Stratégie

Solaire thermique, avantage élevage

L’installation de capteurs solaires pour la production d’eau chaude peut être rentabilisée en moins de dix ans dans les filières de production de lait ainsi que de veaux de boucherie.

PAR PATRICK PIRO - OCTOBRE 2019
La préparation de la buvée des veaux nécessite une dizaine de litres d’eau chaude par tête et par jour ©La ferme du Gazenas

L’utilisation de la chaleur solaire en milieu agricole est assez mal connue en France, insuffisamment identifiée au sein des statistiques. Tout au plus dispose-t-on pour cette filière des données issues du fonds chaleur : entre 2009 et 2015, il a financé une centaine de projets dans le secteur agricole, pour une production énergétique annuelle de 3.400 tonnes équivalent pétrole (tep). Par extrapolation, on estime que les exploitations agricoles, toutes installations comprises, contribueraient à 3 % de la production nationale d’énergie solaire thermique, qui est principalement le fait d’installations particulières, totalisant 18 000 tep. Une filière sous-exploitée, considère le plan solaire du gouvernement. Rendu public en juillet 2018, il prévoit d’en intensifier la promotion en direction du milieu agricole.

Le secteur de l’élevage est le plus directement intéressé par le recours à l’eau chaude solaire sanitaire, plus particulièrement dans la filière laitière ainsi que la production de veaux de boucherie. Ainsi, quand la source de production d’eau chaude est électrique, le lavage des équipements est le deuxième poste de consommation d’énergie d’une salle de traite, après la réfrigération du tank à lait, une charge de l’ordre de 2 000 euros par an pour un élevage de 150 vaches, calcule le GIE Élevage de Bretagne. Ce poste est même le premier dans les élevages de veaux de boucherie, soit une charge d’exploitation dépassant 10 000 euros d’électricité pour un élevage de 400 places.

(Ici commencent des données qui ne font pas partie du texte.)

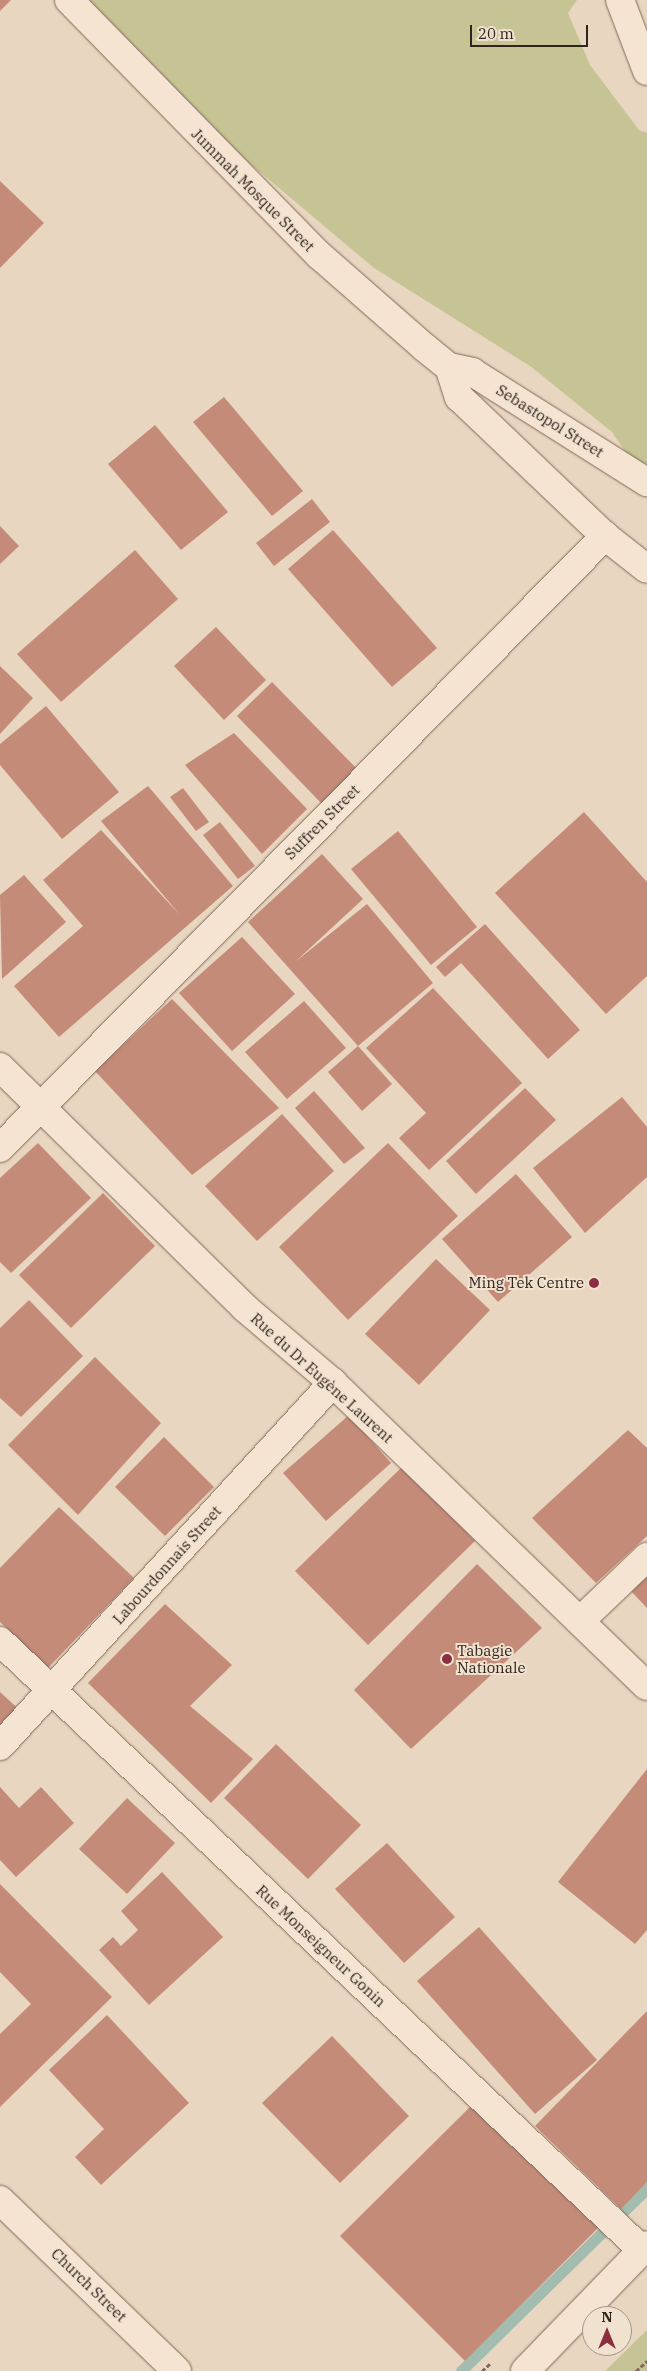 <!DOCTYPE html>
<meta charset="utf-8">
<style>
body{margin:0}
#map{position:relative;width:647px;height:2371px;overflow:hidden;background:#e9d6c0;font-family:"IBM Plex Serif",serif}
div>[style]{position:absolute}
.green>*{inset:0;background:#c6c395}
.stream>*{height:11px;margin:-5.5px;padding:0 5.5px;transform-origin:5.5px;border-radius:5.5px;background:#a3bcb0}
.building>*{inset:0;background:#c48b79}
.path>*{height:3px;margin-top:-1.5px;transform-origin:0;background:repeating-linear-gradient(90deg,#81685a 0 4px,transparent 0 6.5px)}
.roads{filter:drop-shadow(0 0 1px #81685a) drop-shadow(0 0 1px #81685a)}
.street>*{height:28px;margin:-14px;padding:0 14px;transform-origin:14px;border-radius:14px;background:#f5e4d2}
.secondary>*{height:28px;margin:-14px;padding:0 14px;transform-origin:14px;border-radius:14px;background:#f5e4d2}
.dots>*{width:14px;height:14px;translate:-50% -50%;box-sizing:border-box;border:2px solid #f1e1cf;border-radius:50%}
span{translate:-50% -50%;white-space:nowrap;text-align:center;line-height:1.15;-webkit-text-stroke:4px #f1e1cf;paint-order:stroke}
.street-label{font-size:15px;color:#31231d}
.poi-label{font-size:15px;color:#31231d}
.right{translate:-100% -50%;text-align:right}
.left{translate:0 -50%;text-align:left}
.north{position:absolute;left:582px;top:2306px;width:50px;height:50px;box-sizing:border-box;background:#f1e1cf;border:1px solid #a49588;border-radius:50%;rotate:0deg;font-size:14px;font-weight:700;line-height:20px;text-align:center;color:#31231d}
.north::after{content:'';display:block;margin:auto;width:18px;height:22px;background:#8a2f40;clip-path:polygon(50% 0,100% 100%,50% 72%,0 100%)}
.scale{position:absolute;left:470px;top:25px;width:118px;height:22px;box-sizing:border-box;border:2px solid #31231d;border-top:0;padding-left:6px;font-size:15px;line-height:18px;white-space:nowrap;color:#31231d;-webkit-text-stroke:4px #f1e1cf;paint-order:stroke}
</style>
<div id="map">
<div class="green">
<i style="clip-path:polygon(86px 0,577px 0,568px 13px,590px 65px,639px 130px,647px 133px,647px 484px,612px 432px,530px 366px,374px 268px,204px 125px)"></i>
<i style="clip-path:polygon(647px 2330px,647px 2371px,605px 2371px)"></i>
</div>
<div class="stream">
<i style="left:461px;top:2371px;width:261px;rotate:-44.5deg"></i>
</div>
<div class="building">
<i style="clip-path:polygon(0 0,11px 0,0 11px)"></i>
<i style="clip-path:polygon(0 181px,44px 223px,0 268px)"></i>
<i style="clip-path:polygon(224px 397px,303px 491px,272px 516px,193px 422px)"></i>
<i style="clip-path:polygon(155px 425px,228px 512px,181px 550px,108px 464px)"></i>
<i style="clip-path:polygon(312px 499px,330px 522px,274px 566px,256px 543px)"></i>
<i style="clip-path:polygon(0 526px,19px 546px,0 564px)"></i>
<i style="clip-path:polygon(333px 530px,437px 648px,392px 687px,288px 569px)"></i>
<i style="clip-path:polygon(135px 550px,178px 599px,61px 702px,17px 654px)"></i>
<i style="clip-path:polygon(216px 627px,266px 680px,224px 720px,174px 666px)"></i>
<i style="clip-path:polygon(0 666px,33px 698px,0 734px)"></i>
<i style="clip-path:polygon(272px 682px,358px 770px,322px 804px,237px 716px)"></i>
<i style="clip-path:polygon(46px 706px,119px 792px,62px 839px,0 765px,0 744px)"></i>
<i style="clip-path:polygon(234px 733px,307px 809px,262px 854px,185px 765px)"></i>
<i style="clip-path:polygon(148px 786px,233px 886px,59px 1037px,14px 986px,83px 926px,43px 880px,101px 830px,180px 915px,101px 821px)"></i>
<i style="clip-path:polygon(183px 788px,209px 822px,196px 831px,170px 797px)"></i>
<i style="clip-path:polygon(584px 812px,647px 882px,647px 976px,606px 1014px,495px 893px)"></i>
<i style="clip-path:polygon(220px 822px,255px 866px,238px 879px,203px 835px)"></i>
<i style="clip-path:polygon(398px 831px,477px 927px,431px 965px,351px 869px)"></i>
<i style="clip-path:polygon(322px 854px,363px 899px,295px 962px,367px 904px,433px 983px,358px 1046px,248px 922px)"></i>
<i style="clip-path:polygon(24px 875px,66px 922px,2px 979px,0 895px)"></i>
<i style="clip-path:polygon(485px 924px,580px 1030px,548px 1059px,461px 963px,445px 977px,436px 967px)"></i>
<i style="clip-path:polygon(242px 937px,295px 994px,232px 1051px,179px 993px)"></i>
<i style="clip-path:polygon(433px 988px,522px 1083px,429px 1170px,399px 1138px,426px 1113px,366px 1048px)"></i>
<i style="clip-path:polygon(172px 999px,279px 1108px,192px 1175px,95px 1071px)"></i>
<i style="clip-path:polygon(304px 1001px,346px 1048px,287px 1099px,245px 1052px)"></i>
<i style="clip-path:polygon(358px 1046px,392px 1084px,362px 1111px,328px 1072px)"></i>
<i style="clip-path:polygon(525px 1088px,556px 1120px,476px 1194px,446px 1161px)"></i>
<i style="clip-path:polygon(314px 1091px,365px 1148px,344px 1164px,295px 1108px)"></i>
<i style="clip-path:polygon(622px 1097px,647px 1127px,647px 1177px,585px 1233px,533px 1168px)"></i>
<i style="clip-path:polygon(282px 1114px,334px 1171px,257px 1241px,205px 1186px)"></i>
<i style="clip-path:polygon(38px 1143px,91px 1198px,11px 1273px,0 1262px,0 1178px)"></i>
<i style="clip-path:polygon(388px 1143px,458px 1216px,348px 1320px,279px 1247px)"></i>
<i style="clip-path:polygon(516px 1174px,572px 1237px,498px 1302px,442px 1239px)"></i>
<i style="clip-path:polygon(103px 1193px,155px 1246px,71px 1328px,19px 1275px)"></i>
<i style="clip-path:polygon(436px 1259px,490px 1310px,419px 1385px,365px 1334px)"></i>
<i style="clip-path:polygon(29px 1300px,83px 1356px,21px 1417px,0 1398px,0 1328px)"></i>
<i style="clip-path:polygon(95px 1357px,161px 1423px,78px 1515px,8px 1445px)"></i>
<i style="clip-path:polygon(349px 1415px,391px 1463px,326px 1521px,283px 1473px)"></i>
<i style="clip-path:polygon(628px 1430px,647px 1448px,647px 1536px,596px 1583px,532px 1518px)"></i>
<i style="clip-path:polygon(164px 1437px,214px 1487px,165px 1536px,115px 1487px)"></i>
<i style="clip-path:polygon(403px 1466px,475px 1541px,368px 1645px,295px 1571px)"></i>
<i style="clip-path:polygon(59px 1507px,134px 1578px,48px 1668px,0 1622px,0 1568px)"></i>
<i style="clip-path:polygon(477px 1564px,542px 1628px,411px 1749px,354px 1690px)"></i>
<i style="clip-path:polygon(647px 1571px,647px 1608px,629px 1589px)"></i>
<i style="clip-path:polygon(165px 1604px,232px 1665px,190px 1706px,253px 1759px,211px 1803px,88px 1683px)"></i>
<i style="clip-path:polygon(0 1692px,23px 1713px,0 1737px)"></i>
<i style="clip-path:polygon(276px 1744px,361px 1825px,308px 1879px,224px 1798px)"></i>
<i style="clip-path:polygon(647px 1769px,647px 1930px,635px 1944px,558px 1882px)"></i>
<i style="clip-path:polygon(0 1787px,19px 1808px,41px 1787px,74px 1823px,16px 1877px,0 1860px)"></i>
<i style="clip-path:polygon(127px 1798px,175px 1843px,127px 1894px,79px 1849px)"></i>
<i style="clip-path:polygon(387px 1843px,455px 1917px,404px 1963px,335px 1889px)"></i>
<i style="clip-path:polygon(162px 1872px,223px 1937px,149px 2005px,99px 1950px,113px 1937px,121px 1946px,138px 1930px,121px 1911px)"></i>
<i style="clip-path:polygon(0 1884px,112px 1997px,0 2107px,0 2034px,31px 2004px,0 1972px)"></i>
<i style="clip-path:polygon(479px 1927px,597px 2060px,535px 2114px,417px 1981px)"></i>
<i style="clip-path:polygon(647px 2011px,647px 2182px,621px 2209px,535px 2126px)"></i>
<i style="clip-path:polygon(107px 2015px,189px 2103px,101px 2185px,75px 2157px,104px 2129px,49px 2070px)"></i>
<i style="clip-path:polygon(332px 2036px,409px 2116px,340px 2183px,262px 2103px)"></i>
<i style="clip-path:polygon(474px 2103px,599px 2227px,465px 2361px,340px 2236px)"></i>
</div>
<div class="path">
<i style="left:482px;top:2371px;width:12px;rotate:-42deg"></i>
<i style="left:636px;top:2371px;width:15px;rotate:-42deg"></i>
</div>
<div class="roads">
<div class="street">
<i style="left:69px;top:0;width:357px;rotate:45.6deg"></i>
<i style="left:319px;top:255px;width:140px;rotate:41.2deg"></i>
<i style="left:424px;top:347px;width:32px;rotate:39deg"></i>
<i style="left:449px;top:367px;width:24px;rotate:12deg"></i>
<i style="left:472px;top:372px;width:207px;rotate:32.2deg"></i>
<i style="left:620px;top:0;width:76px;rotate:69.2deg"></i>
<i style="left:449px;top:367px;width:32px;rotate:72deg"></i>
<i style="left:459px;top:397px;width:202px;rotate:43.6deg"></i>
<i style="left:605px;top:536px;width:53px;rotate:38.2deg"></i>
<i style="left:0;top:1148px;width:861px;rotate:-45.33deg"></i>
<i style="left:580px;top:1621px;width:93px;rotate:-43.7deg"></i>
<i style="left:0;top:1641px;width:885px;rotate:43.49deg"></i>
<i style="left:0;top:1746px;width:493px;rotate:-47.5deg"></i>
<i style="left:0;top:2200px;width:246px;rotate:44deg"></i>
</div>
<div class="secondary">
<i style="left:0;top:1067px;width:344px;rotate:44.5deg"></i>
<i style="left:245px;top:1308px;width:116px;rotate:40.4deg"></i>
<i style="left:333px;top:1383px;width:436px;rotate:44deg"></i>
<i style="left:525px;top:2371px;width:175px;rotate:-45.9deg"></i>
</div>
</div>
<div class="dots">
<i style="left:594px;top:1283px;background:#8a2f40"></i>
<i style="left:447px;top:1659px;background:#8a2f40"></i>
</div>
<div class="street-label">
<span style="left:253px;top:190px;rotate:45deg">Jummah Mosque Street</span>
<span style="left:550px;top:421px;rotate:32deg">Sebastopol Street</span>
<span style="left:322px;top:822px;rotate:-45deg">Suffren Street</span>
<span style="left:322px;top:1378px;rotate:42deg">Rue du Dr Eugène Laurent</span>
<span style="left:167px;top:1565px;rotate:-48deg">Labourdonnais Street</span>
<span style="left:321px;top:1946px;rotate:43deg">Rue Monseigneur Gonin</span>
<span style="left:89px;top:2285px;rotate:44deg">Church Street</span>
</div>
<div class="poi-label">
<span class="right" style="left:584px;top:1283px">Ming Tek Centre</span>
<span class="left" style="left:457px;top:1659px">Tabagie<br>Nationale</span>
</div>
<div class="north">N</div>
<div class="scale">20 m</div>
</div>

Vers une agriculture plus autonome en chaleur 

« Ces besoins en chaleur et les ressources (surface de toiture), de ces filières justifieraient un développement accru de cette énergie renouvelable dans ce secteur », souligne le rapport “Agriculture et énergies renouvelables : contributions et opportunités pour les exploitations agricoles”, réalisé pour l’Ademe et publié en février 2018, avec « l’intérêt principal de rendre l’agriculture plus autonome en chaleur et moins vulnérable aux fluctuations des prix de l’énergie fossile ». Entre autre avantages, la pose de capteurs solaires, pour une installation bien dimensionnée, est peu gourmande en place en regard des superficies de toitures disponibles sur les bâtiments et n’entre pas en concurrence avec l’usage des surfaces agricoles. En 2014, la surface moyenne de capteurs agricoles soutenus par l’Ademe atteignait 43 m², pour une production moyenne par projet d’environ 21 000 kWh par an.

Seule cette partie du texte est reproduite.